=== ACTION ITEM ===
Go through the records and filter out every line lacking the word "html"; copy the lines that remain.

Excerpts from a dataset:

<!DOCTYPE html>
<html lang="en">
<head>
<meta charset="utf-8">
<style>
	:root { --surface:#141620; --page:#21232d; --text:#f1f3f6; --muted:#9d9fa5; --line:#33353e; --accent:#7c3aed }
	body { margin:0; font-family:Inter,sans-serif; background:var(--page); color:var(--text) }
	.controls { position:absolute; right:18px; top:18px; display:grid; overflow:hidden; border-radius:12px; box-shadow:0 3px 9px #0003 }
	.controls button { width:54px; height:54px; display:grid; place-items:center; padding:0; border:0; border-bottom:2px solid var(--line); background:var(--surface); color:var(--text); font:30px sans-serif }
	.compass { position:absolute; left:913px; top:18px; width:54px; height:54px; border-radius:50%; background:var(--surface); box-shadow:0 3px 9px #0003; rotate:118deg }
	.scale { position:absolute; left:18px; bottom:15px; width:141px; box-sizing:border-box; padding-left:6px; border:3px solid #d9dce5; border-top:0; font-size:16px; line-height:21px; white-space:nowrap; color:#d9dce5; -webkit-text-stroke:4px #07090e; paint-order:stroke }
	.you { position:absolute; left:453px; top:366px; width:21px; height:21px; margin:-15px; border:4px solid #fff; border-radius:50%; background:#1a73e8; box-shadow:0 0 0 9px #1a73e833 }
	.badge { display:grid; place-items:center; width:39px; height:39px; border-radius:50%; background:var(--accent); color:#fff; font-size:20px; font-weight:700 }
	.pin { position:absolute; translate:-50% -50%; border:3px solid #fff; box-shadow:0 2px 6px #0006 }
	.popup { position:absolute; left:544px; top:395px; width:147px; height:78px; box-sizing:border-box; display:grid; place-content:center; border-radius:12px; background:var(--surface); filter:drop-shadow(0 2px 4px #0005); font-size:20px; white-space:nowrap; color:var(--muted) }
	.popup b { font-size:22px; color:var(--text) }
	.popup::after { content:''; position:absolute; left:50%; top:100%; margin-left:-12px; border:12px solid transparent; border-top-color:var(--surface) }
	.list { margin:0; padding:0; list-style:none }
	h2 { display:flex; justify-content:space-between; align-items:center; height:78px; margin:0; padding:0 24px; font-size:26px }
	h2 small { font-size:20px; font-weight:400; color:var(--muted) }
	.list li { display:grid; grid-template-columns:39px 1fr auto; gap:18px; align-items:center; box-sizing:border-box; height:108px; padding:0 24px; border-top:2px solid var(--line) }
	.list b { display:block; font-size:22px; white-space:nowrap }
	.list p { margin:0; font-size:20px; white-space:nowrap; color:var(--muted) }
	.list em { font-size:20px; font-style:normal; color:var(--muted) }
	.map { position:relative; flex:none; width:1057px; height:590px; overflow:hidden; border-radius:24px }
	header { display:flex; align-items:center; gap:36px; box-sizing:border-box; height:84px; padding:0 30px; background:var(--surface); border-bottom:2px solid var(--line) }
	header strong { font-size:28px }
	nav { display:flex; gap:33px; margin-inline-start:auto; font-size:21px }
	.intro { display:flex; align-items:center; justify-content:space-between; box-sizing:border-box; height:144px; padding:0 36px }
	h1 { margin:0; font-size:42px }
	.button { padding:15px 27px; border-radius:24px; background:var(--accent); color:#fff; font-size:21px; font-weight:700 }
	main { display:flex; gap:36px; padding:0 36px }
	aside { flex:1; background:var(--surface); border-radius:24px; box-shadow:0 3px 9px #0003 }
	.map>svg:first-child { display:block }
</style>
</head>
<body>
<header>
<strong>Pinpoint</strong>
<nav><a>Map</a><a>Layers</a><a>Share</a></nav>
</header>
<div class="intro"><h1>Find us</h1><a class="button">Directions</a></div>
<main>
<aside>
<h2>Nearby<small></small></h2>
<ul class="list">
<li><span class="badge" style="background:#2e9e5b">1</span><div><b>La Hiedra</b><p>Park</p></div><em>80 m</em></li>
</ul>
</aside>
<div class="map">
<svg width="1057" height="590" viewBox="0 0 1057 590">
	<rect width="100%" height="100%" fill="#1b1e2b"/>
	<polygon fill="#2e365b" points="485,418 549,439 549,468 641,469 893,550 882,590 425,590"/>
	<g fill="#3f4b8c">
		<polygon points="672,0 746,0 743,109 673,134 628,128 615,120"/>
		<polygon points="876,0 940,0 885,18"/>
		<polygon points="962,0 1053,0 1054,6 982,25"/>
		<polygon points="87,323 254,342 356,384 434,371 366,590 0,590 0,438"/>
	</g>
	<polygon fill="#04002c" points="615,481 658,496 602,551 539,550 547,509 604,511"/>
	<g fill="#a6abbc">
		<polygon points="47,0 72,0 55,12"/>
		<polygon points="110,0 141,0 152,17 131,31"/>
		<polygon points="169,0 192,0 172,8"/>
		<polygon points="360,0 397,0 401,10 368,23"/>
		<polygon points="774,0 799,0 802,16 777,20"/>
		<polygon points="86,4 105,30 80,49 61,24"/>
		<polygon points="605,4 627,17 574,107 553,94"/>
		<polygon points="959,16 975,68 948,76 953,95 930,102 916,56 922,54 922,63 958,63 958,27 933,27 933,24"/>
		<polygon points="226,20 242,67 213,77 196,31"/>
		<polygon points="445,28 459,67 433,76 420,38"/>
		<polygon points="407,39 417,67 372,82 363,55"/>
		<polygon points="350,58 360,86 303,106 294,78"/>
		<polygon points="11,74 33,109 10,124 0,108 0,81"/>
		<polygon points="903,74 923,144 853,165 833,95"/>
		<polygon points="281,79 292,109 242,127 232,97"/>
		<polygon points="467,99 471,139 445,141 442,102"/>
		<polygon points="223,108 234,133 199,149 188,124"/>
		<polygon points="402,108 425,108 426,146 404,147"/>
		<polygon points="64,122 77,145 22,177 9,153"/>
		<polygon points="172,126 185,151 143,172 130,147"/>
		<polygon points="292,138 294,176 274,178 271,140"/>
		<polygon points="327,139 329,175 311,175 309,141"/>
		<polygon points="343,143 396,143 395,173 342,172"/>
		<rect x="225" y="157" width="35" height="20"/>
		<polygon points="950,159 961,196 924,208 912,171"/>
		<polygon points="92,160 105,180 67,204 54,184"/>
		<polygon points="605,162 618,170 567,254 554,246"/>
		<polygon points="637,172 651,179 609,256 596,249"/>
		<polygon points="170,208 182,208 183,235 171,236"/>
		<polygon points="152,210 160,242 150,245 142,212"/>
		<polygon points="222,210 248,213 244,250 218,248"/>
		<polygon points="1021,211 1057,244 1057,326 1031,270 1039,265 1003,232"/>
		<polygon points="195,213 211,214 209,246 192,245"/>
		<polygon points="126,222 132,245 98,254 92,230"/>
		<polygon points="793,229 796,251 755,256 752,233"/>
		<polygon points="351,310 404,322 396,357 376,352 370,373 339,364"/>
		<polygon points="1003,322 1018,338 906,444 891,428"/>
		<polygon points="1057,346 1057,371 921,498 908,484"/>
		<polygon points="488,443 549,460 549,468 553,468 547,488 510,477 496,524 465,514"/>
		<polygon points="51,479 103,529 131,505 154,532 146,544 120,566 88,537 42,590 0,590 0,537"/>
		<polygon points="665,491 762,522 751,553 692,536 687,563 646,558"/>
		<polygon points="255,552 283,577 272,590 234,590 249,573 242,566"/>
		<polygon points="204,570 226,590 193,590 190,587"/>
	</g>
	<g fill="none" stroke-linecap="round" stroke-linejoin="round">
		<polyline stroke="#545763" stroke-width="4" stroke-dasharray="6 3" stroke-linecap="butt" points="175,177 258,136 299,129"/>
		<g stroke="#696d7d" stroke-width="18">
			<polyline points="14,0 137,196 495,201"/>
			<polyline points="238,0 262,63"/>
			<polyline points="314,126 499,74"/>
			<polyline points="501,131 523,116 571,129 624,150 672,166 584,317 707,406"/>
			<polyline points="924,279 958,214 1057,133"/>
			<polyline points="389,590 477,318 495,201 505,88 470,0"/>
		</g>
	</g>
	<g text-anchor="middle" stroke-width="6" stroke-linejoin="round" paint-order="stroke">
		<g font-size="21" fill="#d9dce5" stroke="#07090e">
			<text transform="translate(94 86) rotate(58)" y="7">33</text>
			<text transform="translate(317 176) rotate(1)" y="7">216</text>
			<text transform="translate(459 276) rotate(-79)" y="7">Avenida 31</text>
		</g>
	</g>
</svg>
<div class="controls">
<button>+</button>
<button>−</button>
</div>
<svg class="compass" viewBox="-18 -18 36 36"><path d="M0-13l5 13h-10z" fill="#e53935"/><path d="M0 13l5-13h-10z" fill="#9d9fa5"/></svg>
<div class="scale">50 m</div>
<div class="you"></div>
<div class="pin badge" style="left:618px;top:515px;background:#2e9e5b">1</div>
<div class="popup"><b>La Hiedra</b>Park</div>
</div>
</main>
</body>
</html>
---
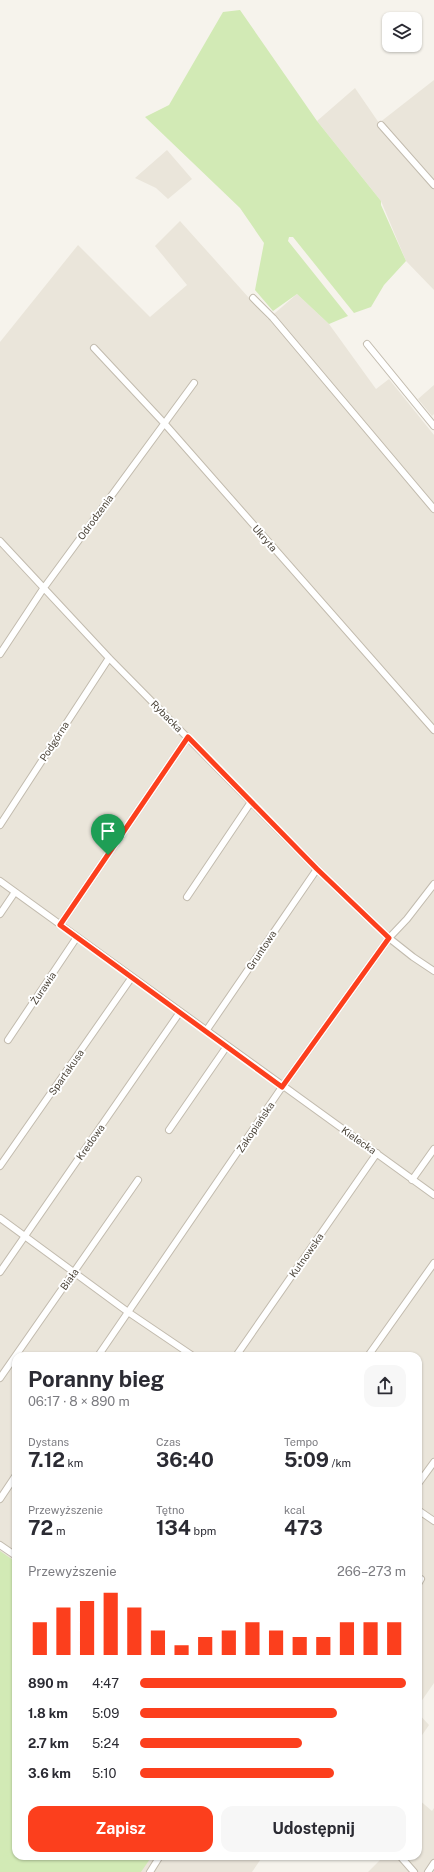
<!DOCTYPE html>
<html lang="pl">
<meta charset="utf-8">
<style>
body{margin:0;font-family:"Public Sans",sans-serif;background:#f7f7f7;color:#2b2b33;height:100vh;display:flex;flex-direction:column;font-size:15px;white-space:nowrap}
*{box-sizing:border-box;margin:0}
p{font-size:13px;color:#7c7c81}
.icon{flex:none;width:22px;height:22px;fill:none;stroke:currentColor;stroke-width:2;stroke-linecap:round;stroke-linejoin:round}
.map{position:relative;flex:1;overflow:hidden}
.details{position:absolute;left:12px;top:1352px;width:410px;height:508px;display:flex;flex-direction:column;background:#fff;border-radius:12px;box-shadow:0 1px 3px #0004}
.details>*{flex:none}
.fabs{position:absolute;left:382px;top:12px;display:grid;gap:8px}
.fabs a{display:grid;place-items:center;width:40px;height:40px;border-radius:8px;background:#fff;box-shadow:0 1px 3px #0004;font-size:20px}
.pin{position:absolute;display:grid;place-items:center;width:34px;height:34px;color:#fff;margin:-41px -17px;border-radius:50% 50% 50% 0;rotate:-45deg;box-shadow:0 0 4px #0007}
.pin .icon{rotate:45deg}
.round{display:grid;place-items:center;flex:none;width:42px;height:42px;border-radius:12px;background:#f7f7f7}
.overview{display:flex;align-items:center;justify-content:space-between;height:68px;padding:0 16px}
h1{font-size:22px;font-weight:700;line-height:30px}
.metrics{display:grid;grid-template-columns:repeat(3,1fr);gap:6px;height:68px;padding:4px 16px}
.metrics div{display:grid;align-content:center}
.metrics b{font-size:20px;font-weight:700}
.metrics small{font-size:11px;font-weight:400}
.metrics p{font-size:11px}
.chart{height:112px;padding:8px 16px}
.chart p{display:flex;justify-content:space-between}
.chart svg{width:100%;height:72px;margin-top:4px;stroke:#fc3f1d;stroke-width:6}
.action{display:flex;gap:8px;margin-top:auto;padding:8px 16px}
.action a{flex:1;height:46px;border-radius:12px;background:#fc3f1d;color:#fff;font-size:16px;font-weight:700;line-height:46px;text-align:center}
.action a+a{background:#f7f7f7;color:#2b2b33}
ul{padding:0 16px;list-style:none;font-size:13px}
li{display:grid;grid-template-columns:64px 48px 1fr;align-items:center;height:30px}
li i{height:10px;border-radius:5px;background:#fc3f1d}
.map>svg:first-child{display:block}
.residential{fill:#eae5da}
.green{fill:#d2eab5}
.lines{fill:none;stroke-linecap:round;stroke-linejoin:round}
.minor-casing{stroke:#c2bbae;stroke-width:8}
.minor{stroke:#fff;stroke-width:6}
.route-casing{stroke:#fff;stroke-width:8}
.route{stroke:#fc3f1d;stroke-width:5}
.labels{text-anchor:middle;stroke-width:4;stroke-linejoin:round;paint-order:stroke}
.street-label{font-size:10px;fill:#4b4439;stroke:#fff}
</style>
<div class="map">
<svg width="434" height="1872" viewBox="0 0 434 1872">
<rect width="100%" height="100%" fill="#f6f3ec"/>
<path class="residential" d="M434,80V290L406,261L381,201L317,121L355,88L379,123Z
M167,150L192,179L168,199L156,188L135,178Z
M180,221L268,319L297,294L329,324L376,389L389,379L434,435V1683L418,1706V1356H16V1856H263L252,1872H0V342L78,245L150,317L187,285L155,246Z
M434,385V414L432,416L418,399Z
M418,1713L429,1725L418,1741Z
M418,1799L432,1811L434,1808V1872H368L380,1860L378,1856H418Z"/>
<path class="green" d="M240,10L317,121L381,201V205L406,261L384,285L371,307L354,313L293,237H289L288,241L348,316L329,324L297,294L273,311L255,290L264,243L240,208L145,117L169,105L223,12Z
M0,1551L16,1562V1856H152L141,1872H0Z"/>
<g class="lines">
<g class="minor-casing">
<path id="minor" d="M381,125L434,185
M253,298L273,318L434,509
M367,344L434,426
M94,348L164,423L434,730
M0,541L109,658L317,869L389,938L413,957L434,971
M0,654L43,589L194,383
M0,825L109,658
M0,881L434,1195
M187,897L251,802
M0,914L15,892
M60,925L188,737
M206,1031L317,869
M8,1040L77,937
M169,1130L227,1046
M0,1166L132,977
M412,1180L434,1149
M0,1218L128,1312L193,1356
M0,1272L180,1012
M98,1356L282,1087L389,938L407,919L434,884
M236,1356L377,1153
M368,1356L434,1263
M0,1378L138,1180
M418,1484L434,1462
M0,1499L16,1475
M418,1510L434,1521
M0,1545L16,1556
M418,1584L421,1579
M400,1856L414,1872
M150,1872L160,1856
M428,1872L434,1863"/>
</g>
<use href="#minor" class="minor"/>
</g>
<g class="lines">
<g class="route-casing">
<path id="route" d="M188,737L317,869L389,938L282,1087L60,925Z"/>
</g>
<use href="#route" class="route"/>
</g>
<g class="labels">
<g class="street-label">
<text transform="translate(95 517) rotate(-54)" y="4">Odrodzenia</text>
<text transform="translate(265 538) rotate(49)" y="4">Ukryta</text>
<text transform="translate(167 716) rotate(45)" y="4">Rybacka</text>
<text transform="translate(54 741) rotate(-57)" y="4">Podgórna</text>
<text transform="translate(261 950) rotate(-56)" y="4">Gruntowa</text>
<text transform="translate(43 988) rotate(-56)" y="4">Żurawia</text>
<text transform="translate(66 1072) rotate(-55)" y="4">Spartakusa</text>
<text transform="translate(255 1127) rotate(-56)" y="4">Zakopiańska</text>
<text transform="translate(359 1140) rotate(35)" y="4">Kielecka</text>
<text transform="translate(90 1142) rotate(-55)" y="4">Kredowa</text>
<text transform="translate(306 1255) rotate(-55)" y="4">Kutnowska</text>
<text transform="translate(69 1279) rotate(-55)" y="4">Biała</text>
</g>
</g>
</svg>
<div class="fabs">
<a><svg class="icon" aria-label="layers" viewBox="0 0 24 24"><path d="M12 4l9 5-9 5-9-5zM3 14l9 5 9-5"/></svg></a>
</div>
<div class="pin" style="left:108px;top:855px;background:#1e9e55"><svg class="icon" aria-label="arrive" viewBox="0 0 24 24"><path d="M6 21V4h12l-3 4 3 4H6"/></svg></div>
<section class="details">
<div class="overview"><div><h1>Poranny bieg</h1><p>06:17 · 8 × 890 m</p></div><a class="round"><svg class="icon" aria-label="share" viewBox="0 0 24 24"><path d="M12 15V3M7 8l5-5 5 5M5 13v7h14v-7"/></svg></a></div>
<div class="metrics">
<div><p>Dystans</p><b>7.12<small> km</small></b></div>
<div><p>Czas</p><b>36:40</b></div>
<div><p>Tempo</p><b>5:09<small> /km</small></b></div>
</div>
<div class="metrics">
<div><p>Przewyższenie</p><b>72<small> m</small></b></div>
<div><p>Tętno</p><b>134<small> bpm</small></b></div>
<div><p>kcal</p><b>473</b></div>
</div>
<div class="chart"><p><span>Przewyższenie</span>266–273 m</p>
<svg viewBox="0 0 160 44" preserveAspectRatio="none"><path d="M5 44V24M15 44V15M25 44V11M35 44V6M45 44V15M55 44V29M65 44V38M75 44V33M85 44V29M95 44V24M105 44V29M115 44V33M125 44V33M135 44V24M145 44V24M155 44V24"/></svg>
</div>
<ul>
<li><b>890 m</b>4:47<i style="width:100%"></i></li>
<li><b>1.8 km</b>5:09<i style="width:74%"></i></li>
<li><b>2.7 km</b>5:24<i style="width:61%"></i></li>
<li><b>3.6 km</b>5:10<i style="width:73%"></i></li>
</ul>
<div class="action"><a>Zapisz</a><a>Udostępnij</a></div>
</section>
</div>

=== PROBLEM SOLUTION ===
<!DOCTYPE html>
<html lang="en">
</html>
<!DOCTYPE html>
<html lang="pl">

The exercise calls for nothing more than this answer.